Dataset entries

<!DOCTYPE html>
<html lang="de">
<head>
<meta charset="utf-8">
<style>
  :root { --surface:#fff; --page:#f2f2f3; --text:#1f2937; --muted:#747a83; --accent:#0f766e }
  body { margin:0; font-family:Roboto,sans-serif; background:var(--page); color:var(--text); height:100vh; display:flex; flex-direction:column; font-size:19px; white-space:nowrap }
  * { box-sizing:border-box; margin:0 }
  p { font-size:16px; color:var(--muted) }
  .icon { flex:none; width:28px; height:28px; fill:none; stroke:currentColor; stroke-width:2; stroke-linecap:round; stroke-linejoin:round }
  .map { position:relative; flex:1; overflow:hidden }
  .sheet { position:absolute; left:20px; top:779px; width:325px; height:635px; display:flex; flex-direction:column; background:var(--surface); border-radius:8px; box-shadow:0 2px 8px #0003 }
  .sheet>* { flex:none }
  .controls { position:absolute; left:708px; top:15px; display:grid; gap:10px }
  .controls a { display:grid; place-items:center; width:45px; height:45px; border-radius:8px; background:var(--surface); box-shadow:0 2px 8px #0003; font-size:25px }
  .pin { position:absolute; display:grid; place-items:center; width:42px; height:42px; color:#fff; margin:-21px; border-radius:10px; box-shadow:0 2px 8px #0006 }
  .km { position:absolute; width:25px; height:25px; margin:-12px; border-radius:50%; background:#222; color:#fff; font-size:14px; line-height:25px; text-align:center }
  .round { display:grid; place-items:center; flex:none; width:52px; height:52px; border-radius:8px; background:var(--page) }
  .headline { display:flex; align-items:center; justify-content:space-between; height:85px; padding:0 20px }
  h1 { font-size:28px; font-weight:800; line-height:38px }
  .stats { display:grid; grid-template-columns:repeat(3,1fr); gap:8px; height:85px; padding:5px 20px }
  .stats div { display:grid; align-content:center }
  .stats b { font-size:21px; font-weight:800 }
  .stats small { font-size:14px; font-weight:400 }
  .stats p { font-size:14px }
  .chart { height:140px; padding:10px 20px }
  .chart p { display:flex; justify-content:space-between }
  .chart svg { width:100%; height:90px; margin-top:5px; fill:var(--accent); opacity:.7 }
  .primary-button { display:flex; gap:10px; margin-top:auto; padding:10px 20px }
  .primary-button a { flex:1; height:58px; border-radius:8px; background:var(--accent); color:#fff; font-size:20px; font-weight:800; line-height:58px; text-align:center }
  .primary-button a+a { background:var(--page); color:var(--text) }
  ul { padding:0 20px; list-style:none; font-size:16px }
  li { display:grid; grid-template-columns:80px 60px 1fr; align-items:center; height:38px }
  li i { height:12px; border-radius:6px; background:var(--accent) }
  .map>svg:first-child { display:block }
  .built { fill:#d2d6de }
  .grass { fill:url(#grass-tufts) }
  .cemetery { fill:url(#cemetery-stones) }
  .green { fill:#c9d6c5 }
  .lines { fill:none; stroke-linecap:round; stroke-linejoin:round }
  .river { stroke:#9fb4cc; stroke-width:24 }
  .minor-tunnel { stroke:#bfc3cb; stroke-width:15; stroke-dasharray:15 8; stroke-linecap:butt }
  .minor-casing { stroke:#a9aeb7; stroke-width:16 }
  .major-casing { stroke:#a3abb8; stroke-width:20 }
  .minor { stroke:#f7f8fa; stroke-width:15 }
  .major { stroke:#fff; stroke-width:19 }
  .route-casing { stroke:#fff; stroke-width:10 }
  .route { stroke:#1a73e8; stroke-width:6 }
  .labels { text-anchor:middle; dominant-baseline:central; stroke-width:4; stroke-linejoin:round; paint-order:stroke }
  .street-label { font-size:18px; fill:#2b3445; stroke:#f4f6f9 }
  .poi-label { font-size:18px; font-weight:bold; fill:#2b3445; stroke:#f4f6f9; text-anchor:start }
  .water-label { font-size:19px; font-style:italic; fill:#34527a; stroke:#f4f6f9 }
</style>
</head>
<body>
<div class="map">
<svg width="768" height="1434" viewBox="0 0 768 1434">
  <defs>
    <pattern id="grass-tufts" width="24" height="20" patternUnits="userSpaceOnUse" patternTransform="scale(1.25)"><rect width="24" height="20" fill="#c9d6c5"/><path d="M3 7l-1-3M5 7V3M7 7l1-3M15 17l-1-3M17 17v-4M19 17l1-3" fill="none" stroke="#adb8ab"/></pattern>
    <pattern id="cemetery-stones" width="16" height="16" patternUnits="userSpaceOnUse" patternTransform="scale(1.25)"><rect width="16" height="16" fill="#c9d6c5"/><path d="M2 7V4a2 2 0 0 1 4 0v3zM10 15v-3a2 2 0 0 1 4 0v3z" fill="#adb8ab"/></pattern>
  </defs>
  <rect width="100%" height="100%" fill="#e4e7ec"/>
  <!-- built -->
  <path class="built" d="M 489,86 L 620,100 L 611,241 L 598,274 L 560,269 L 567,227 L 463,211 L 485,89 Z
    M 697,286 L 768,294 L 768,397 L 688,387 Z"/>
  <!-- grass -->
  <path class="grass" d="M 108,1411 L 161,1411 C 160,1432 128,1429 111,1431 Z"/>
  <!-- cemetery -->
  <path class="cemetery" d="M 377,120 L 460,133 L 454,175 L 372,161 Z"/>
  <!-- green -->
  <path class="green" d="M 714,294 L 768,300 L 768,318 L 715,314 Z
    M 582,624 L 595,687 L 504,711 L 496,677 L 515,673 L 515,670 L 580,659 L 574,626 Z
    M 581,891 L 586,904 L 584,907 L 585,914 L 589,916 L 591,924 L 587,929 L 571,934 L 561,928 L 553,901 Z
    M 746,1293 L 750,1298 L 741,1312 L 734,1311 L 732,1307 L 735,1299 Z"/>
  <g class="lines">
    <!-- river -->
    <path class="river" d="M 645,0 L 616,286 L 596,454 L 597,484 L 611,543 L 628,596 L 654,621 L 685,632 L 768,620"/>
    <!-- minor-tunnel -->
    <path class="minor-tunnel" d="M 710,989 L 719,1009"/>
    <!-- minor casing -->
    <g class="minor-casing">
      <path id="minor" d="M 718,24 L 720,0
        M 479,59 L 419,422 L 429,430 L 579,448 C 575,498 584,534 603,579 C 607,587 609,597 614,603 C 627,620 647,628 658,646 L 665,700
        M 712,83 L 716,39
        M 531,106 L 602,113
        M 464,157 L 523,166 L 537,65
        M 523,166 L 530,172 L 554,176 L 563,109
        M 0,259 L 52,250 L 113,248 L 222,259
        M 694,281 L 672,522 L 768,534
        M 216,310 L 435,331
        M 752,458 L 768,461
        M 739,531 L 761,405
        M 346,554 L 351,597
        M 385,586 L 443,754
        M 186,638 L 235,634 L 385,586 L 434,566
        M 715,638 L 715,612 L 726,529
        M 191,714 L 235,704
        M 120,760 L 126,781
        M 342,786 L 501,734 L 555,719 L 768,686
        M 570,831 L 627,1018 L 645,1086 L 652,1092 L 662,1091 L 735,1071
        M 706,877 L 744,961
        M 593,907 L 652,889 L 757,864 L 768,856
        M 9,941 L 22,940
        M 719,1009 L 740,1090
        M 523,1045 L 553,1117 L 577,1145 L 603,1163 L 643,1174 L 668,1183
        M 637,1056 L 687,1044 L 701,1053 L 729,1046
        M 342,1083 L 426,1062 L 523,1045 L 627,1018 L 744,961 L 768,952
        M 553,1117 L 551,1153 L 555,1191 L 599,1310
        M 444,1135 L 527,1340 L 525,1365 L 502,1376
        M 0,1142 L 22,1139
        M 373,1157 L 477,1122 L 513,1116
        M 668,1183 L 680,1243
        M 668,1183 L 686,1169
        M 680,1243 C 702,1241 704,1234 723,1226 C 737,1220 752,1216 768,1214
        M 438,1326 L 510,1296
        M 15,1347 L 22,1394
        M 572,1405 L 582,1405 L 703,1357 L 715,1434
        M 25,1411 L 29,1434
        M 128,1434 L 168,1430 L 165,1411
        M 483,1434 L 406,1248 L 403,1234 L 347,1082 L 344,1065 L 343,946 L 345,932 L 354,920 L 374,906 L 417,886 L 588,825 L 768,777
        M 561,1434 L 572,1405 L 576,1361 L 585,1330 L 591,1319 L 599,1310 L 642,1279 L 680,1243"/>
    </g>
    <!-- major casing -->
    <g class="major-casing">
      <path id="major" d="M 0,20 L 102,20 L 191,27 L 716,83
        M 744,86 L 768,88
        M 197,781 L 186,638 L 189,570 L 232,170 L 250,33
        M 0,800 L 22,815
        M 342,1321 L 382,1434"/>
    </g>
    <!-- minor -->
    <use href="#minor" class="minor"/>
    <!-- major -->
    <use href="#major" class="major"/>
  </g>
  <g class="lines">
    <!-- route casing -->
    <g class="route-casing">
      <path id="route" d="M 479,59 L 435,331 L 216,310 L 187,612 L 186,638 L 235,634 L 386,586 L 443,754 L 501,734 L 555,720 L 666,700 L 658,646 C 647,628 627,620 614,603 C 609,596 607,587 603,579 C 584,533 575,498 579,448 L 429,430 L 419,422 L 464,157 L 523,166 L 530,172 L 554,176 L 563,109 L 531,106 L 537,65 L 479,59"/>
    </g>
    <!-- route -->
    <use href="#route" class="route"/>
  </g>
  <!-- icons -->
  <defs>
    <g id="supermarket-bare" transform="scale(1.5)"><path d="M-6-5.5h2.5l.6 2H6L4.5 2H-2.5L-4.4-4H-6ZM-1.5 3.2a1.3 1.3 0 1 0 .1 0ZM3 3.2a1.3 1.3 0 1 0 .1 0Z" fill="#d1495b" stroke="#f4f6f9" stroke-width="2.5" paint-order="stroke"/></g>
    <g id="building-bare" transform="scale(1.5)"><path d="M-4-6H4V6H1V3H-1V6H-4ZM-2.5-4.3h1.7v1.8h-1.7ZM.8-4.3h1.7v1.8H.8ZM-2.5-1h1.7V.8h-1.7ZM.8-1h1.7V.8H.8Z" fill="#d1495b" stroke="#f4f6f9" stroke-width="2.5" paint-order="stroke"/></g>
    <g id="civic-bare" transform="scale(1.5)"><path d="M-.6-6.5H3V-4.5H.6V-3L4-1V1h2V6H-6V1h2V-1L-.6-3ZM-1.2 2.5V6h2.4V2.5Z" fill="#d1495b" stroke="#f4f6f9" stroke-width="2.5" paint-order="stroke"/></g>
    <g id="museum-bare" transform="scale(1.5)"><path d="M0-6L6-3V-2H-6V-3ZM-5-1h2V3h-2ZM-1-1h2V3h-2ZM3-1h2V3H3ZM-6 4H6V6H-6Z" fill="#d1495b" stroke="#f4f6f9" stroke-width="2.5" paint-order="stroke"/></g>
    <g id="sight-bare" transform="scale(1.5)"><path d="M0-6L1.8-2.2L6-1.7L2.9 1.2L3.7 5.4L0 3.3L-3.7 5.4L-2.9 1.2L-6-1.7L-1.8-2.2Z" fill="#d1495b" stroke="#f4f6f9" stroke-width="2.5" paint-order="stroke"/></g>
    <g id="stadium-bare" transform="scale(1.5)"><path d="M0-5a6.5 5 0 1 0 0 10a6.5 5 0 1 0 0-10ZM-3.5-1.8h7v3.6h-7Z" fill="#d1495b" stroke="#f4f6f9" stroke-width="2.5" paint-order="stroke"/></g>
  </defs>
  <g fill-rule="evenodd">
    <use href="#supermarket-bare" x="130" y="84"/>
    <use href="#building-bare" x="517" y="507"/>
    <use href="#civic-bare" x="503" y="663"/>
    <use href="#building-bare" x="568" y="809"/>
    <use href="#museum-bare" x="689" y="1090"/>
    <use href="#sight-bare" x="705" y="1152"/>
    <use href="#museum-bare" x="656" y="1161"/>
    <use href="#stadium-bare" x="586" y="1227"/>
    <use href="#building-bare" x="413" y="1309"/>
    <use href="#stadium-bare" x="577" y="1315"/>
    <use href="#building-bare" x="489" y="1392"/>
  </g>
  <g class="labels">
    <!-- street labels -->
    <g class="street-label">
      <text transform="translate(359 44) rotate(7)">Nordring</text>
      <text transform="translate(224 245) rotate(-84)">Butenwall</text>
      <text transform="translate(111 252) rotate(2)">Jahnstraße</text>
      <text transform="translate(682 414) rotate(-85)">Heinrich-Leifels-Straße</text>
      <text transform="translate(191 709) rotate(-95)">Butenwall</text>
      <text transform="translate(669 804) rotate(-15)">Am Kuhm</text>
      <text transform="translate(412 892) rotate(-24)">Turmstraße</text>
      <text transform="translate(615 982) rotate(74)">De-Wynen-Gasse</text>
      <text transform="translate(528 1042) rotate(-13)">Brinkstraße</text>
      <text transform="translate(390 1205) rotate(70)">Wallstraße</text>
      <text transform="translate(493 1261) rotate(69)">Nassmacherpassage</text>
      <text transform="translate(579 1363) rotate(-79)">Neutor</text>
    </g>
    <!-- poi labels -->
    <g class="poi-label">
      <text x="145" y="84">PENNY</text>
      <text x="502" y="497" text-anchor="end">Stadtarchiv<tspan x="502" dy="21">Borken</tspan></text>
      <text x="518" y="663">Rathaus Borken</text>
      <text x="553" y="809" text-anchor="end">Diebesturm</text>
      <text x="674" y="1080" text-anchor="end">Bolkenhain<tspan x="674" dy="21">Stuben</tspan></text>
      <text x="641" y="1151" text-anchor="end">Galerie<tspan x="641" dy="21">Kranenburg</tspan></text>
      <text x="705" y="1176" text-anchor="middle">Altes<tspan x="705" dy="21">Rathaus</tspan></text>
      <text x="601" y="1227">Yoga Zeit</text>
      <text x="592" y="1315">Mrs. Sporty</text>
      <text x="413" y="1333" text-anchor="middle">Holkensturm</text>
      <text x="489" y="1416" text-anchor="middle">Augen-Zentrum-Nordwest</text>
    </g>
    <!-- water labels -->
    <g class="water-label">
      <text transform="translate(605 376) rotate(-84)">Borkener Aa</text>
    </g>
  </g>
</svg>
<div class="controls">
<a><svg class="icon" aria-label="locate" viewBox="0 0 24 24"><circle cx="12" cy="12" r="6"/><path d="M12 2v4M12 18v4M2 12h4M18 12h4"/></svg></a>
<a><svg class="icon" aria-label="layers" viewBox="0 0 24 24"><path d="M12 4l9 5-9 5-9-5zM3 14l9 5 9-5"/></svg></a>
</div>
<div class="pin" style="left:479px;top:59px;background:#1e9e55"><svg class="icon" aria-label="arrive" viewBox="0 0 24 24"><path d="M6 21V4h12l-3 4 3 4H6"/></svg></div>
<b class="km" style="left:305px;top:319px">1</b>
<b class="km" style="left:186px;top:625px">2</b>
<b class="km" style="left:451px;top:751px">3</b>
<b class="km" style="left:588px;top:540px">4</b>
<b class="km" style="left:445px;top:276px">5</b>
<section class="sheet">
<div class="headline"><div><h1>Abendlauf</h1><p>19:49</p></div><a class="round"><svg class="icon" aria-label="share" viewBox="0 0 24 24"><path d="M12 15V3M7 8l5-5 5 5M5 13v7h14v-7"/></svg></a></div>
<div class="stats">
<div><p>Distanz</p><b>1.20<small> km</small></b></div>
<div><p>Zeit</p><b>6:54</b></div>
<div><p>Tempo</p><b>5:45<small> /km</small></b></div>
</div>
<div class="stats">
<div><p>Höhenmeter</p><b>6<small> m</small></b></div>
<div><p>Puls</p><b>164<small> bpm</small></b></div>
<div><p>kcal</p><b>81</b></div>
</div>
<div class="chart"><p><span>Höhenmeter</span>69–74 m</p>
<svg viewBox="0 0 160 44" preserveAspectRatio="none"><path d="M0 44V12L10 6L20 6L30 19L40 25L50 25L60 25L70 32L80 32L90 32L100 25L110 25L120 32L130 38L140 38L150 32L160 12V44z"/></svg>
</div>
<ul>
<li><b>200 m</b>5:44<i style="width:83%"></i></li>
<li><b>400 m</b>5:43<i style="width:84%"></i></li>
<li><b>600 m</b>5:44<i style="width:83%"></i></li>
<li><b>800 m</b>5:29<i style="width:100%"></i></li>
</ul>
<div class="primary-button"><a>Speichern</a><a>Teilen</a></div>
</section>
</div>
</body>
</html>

Directions for this task: Exactly as written, please transcribe the lines from the start of the records above to the line that holds "--surface:#fff; --page:#f2f2f3; --text:#1f2937;", both ends included.

Expected answer:
<!DOCTYPE html>
<html lang="de">
<head>
<meta charset="utf-8">
<style>
  :root { --surface:#fff; --page:#f2f2f3; --text:#1f2937; --muted:#747a83; --accent:#0f766e }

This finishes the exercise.